Since atopy is associated with asthma, and the incidence of asthma is increasing contemporaneously with an increase in the age of seroconversion to EBV and CMV (135139), it is reasonable to ask whether early infection with EBV and/or CMV might protect against asthma. A recent study from Wu et al. (140) adds another dimension to this interesting question. These authors studied over 95,000 infants and found that their risk of developing asthma varied with their age at the time of the peak of winter virus infections. Infants born four months before the peak of the winter virus season were more likely to develop asthma than infants born twelve months prior to the peak. We speculate that one explanation for this finding has to do with the timing of the infants' acquisition of herpesviruses relative to their exposure to winter (asthmogenic) viruses. That is, herpesvirus infection, acquired before the winter virus season, might protect against asthma by altering the immune response against winter viruses such as respiratory syncytial virus. In contrast, we hypothesize that winter viruses might be more likely to cause asthma in infants not previously exposed to herpesvirus infection.

Future directions

Beyond the war metaphor: toward an ecological understanding of herpesvirus-host interactions

Virologists and clinicians alike have historically addressed the herpesvirus-host interaction using the so-called ‘war metaphor’: the virus invades and attacks the host, the host mounts a multi-pronged defense, and the virus uses of an array of sophisticated means to subvert or evade host defenses. The war metaphor seems especially apt in light of the AIDS epidemic, which has illustrated the destructive capacity of herpesviruses in patients with reduced defenses.
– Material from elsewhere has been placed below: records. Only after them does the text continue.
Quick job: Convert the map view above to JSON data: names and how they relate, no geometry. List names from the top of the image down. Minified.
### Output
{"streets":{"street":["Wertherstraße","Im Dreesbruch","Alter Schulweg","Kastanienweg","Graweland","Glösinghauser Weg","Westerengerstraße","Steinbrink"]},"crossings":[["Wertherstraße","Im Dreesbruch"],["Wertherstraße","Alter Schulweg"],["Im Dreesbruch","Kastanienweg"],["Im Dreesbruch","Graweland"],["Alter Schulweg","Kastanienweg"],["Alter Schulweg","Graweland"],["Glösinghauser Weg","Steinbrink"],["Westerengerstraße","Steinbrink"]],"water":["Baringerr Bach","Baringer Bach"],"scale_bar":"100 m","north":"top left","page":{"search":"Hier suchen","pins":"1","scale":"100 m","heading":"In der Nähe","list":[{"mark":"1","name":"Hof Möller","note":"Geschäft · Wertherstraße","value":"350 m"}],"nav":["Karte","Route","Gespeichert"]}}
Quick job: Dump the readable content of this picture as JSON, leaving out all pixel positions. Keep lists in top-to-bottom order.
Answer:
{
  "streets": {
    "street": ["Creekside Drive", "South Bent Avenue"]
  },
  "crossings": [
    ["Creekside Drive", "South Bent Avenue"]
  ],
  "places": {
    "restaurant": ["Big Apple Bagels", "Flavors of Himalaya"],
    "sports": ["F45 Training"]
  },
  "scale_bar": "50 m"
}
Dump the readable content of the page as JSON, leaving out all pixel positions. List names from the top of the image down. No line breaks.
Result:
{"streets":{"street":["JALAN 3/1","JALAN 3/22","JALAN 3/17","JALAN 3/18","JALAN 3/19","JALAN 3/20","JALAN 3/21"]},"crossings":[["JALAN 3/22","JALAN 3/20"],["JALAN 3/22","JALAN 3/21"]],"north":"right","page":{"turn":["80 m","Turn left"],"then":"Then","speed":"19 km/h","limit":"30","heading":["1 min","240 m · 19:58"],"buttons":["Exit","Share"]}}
However, many of the concepts we have discussed here are clearer when the war perspective is substituted with an evolutionary-ecological perspective (141143). From this perspective, herpesviruses represent co-evolved symbionts that are remarkably well suited to persist, with little cost to the host. In addition, there is a growing appreciation that the viruses we carry constitute part of our ‘normal’ makeup and have profound, often positive, effects both in health and disease (144, 145).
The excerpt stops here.